La química. Stephenie Meyer


     "La tarea de aquel día se había vuelto rutinaria para la mujer que en ese momento se hacía llamar Chris Taylor. Se había levantado mucho antes de lo que habría querido para desmantelar y guardar sus medidas de precaución nocturnas. Era un auténtico incordio colocarlo todo por las noches para luego tener que desmontarlo a primera hora de la mañana, pero no merecía la pena arriesgar la vida por permitirse un momento de pereza."

     Que la curiosidad mató al gato es algo por demostrar, así que muchas veces ese es el único motivo que me lleva a elegir un libro. Por eso, por la curiosidad, hoy traigo a mi estantería virtual, La química.

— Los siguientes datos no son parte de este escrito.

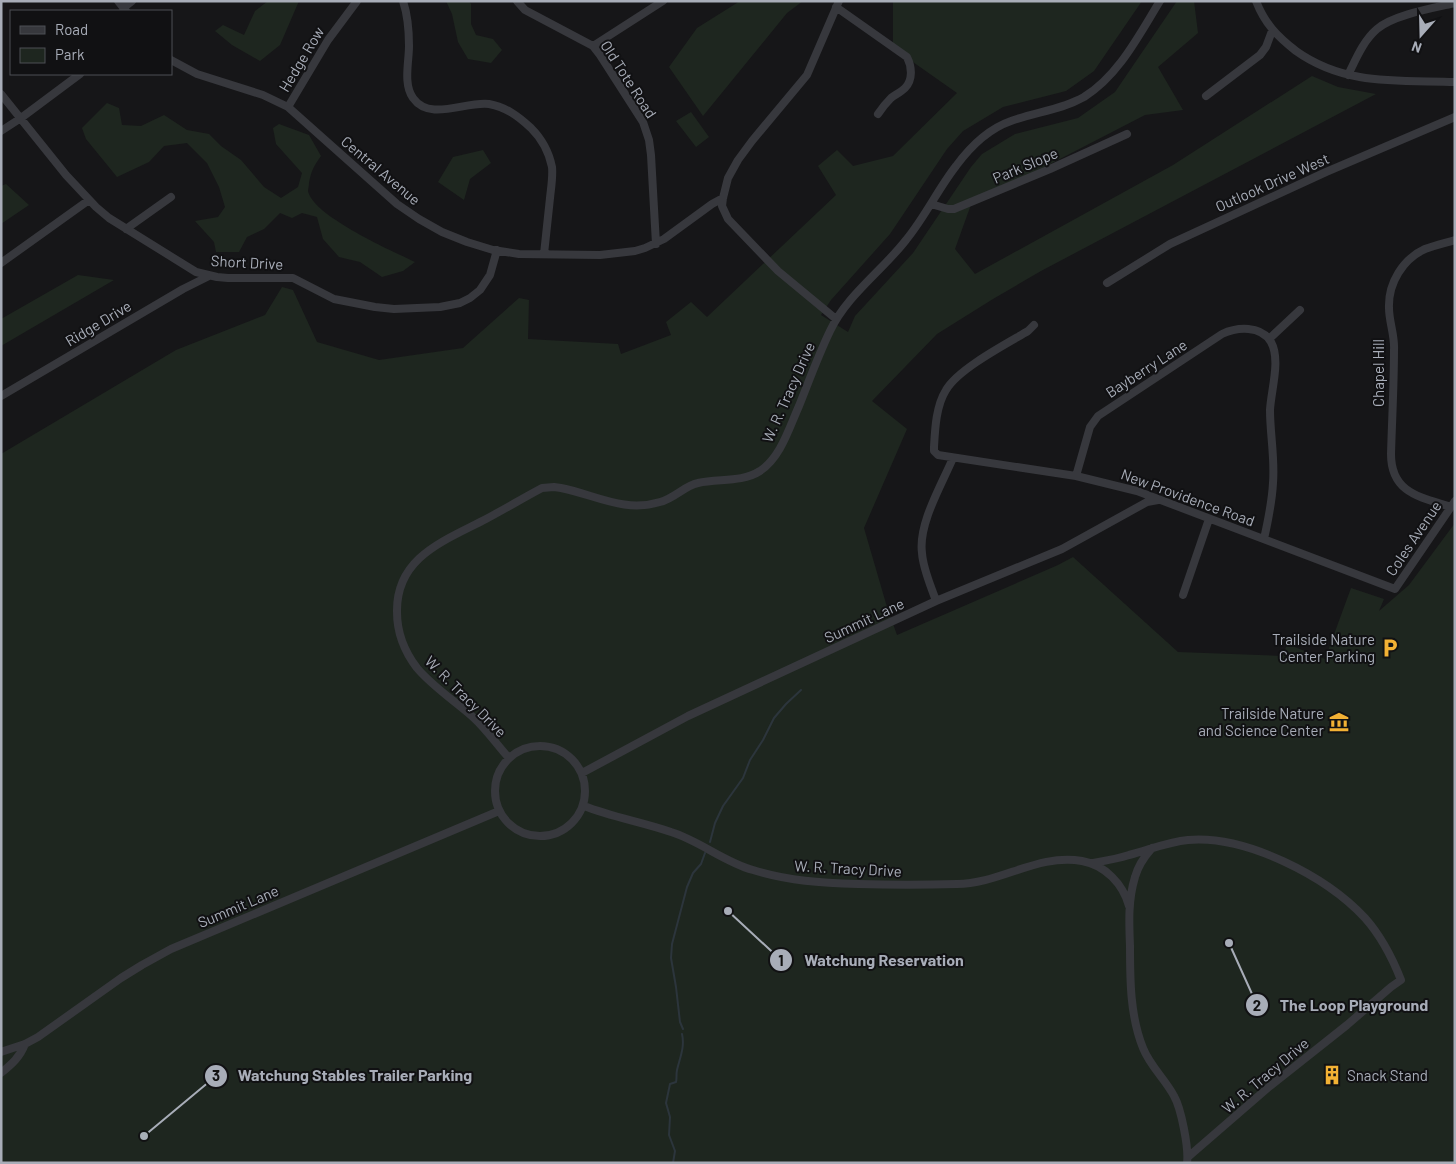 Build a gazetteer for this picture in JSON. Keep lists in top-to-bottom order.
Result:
{
  "streets": {
    "street": [
      "Hedge Row",
      "Old Tote Road",
      "Park Slope",
      "Central Avenue",
      "Outlook Drive West",
      "Short Drive",
      "Ridge Drive",
      "Bayberry Lane",
      "Chapel Hill",
      "W. R. Tracy Drive",
      "New Providence Road",
      "Coles Avenue",
      "Summit Lane"
    ]
  },
  "crossings": [
    ["Hedge Row", "Central Avenue"],
    ["Old Tote Road", "Central Avenue"],
    ["Park Slope", "W. R. Tracy Drive"],
    ["Central Avenue", "Short Drive"],
    ["Short Drive", "Ridge Drive"],
    ["Bayberry Lane", "New Providence Road"],
    ["Chapel Hill", "Coles Avenue"],
    ["W. R. Tracy Drive", "Summit Lane"],
    ["New Providence Road", "Coles Avenue"],
    ["New Providence Road", "Summit Lane"]
  ],
  "places": {
    "parking": ["Trailside Nature Center Parking"],
    "museum": ["Trailside Nature and Science Center"],
    "other": ["Watchung Reservation", "The Loop Playground", "Watchung Stables Trailer Parking"],
    "building": ["Snack Stand"]
  },
  "legend": ["Road", "Park"],
  "north": "bottom"
} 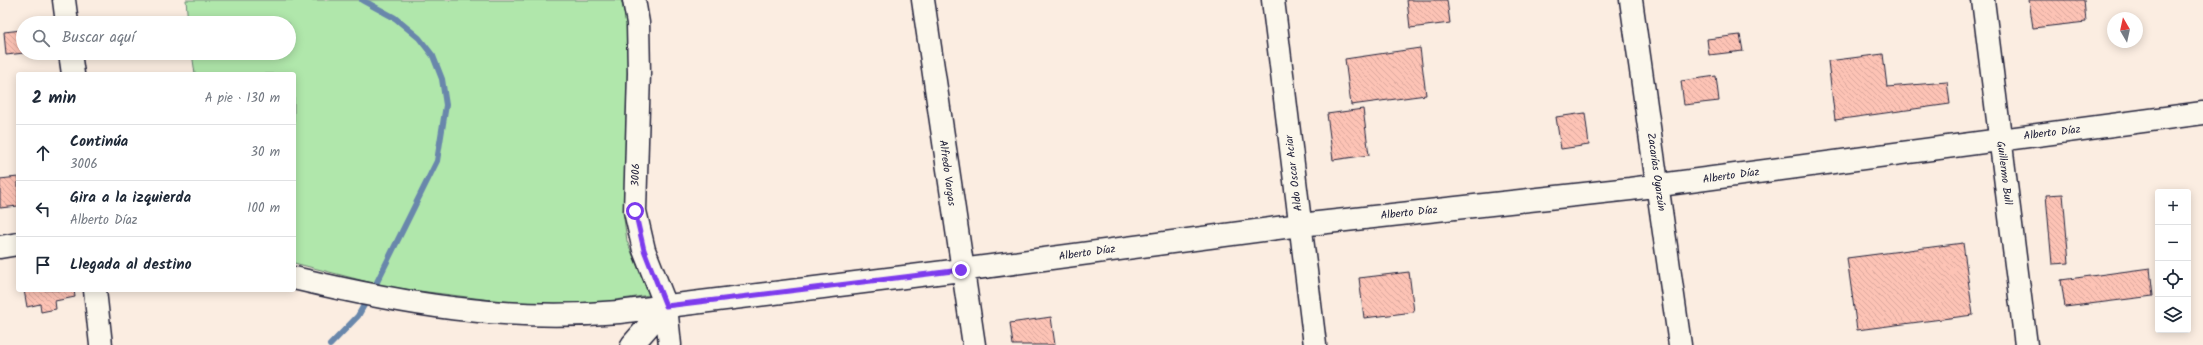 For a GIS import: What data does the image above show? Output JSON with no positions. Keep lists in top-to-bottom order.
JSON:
{
  "streets": {
    "street": [
      "Alberto Díaz",
      "Zacarías Oyarzún",
      "Alfredo Vargas",
      "Aldo Oscar Aciar",
      "Guillermo Bull",
      "3006"
    ]
  },
  "crossings": [
    ["Alberto Díaz", "Zacarías Oyarzún"],
    ["Alberto Díaz", "Alfredo Vargas"],
    ["Alberto Díaz", "Aldo Oscar Aciar"],
    ["Alberto Díaz", "Guillermo Bull"],
    ["Alberto Díaz", "3006"]
  ],
  "north": "top",
  "page": {
    "search": "Buscar aquí",
    "heading": ["2 min", "A pie · 130 m"],
    "list": [
      ["Continúa", "3006", "30 m"],
      ["Gira a la izquierda", "Alberto Díaz", "100 m"],
      "Llegada al destino"
    ],
    "map_buttons": ["+", "−"]
  }
} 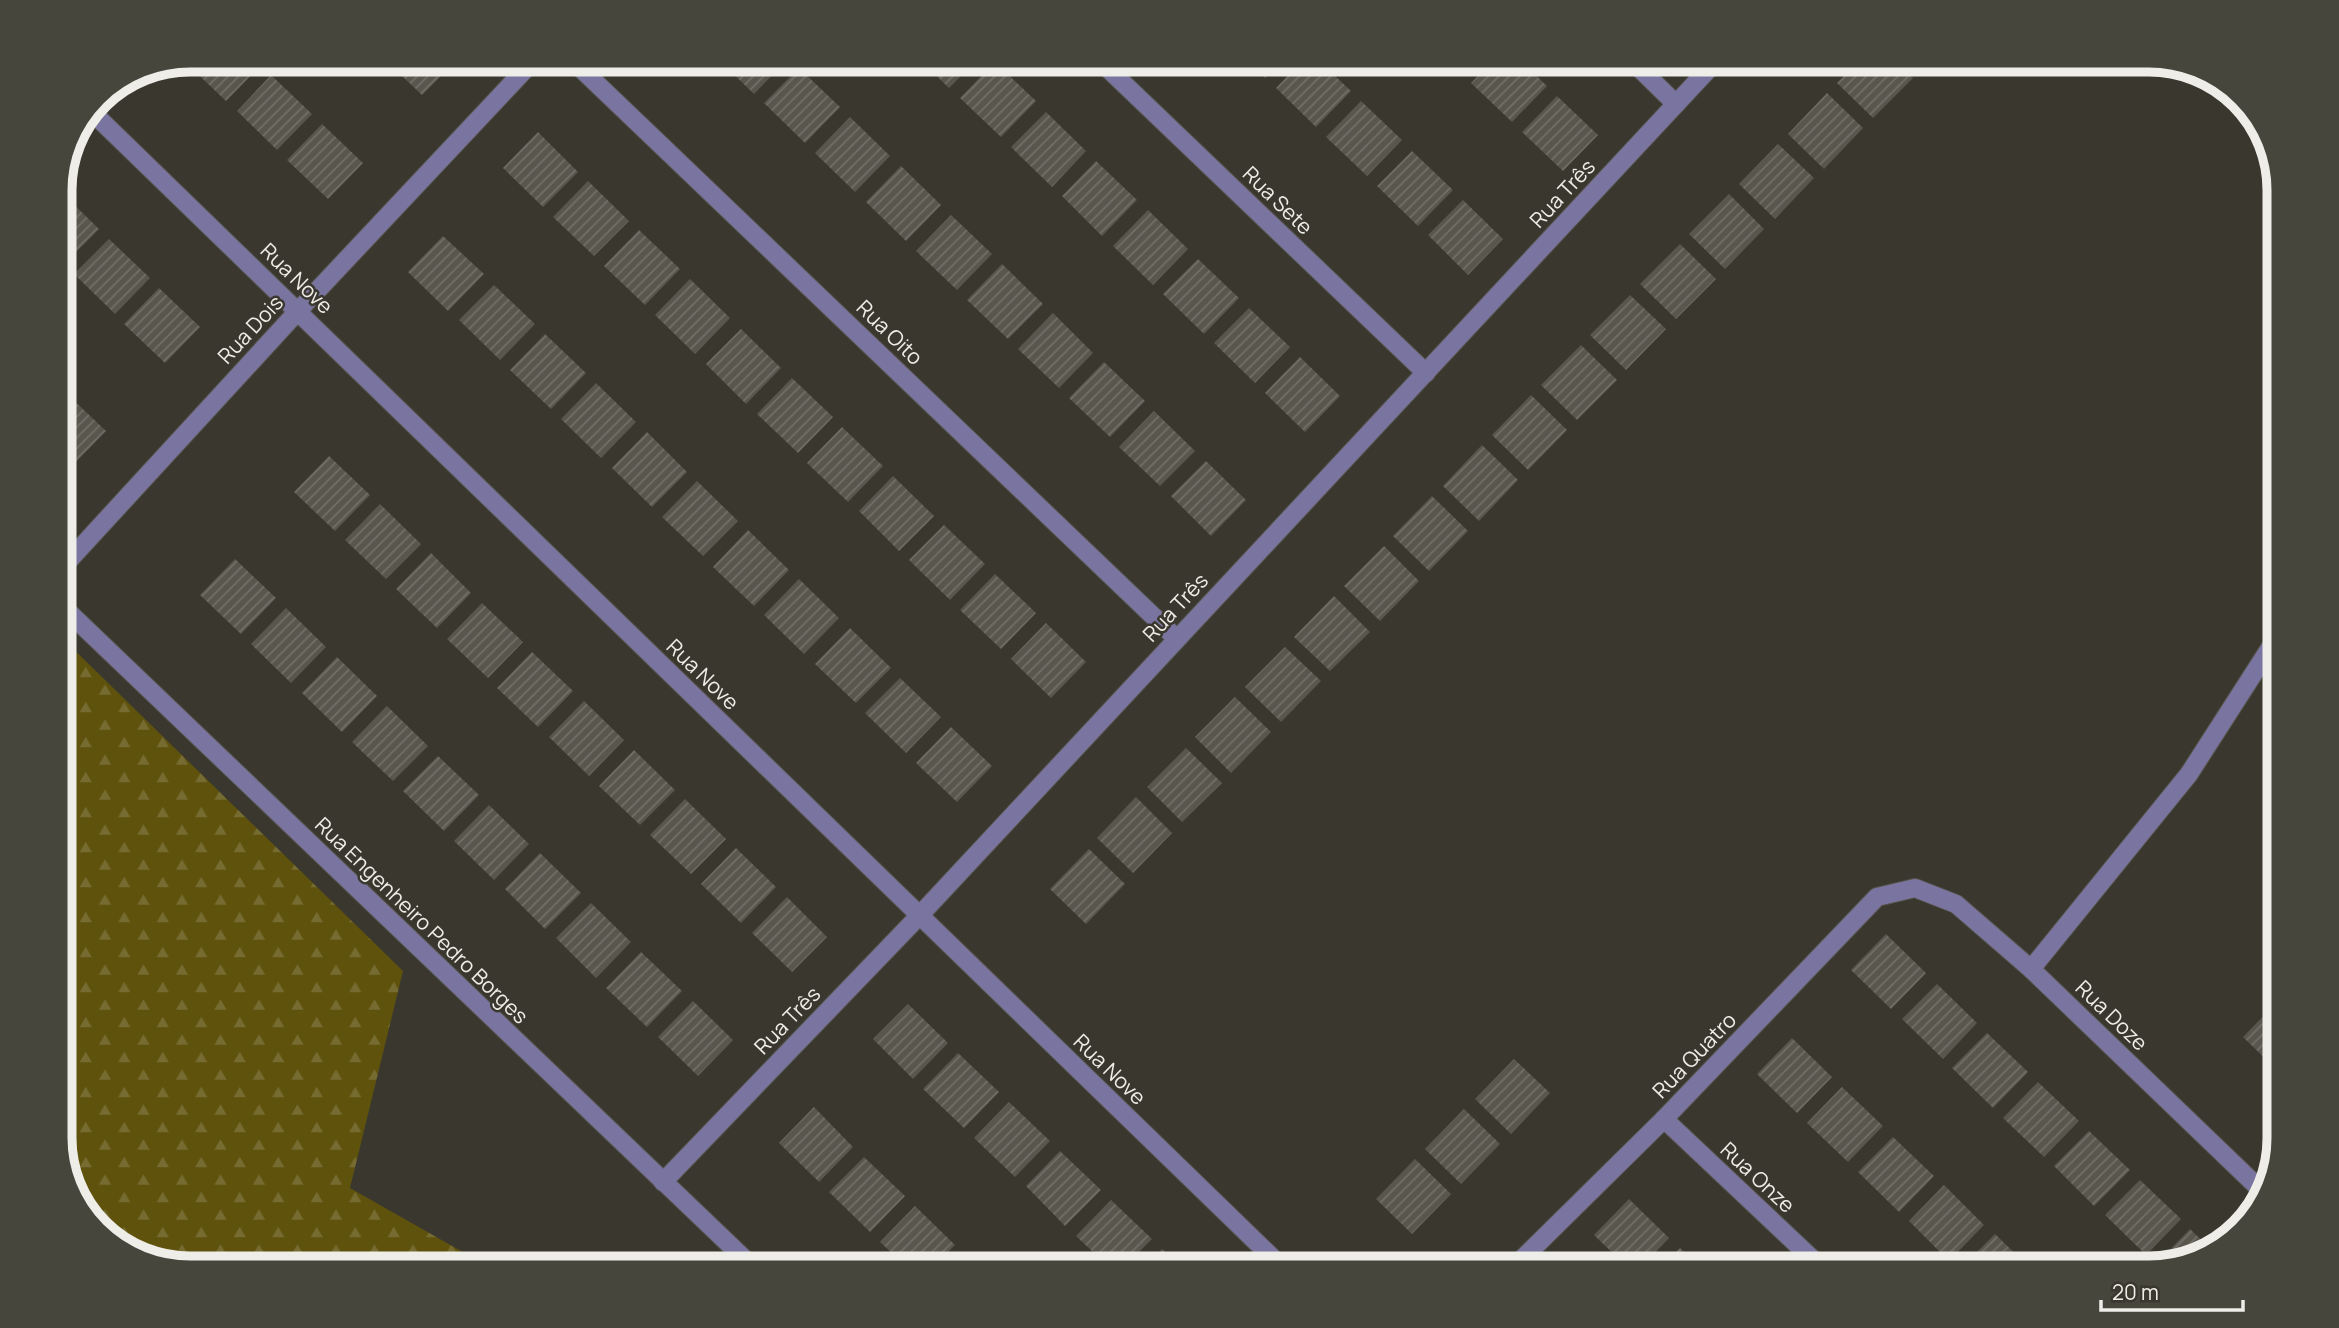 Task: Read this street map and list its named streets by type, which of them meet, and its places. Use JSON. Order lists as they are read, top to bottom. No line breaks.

     Conocemos a una peligrosa mujer, la química, que vive obsesionada por su seguridad debido al peligroso trabajo que ha desempeñado. Torturaba para conseguir información utilizando temibles mezclas químicas. Ahora la vamos a llamar Alex, y ya no trabaja para el gobierno. Su situación se ha vuelto peligrosa, máxime cuando compañero y mentor muere. Sin embargo, tal vez un último encargo pueda ser una vía de salida... o una trampa mortal.

     Y si tus lectores crecen, crece con ellos. Es algo que ya hizo Rowling, adaptándose a la edad de quienes comenzaron su periplo lector con el mago. Y ahora le ha tocado a Meyer. De Crepúsculo a La química, con una pequeña parada para hablar de parásitos extraterrestres en un libro que no era ni para jóvenes ni para adultos, o tal vez pretendía ser para todos, hay un salto de edad en el rango lector. No solo aso, además, como si renegara de lo escrito, que no de lo ganado, opta por una protagonista diametralmente opuesta a su famosa Bella. Aquí no hay un hombre para salvarla ni tampoco para guardar su sueño, ella se vale sola y además es quien cuida y protege llegado el caso. De lo de vigilar mientras duerme que no le pase nada, mejor ni hablamos teniendo en cuenta las exageradas medidas de seguridad que toma cada noche. Con este desembarco, es fácil suponer el camino que tiene la novela, escrita de esa forma que se dice cinematográfica, y que lo que suele representar es la clara intención por parte del autor de ver su historia en la gran pantalla.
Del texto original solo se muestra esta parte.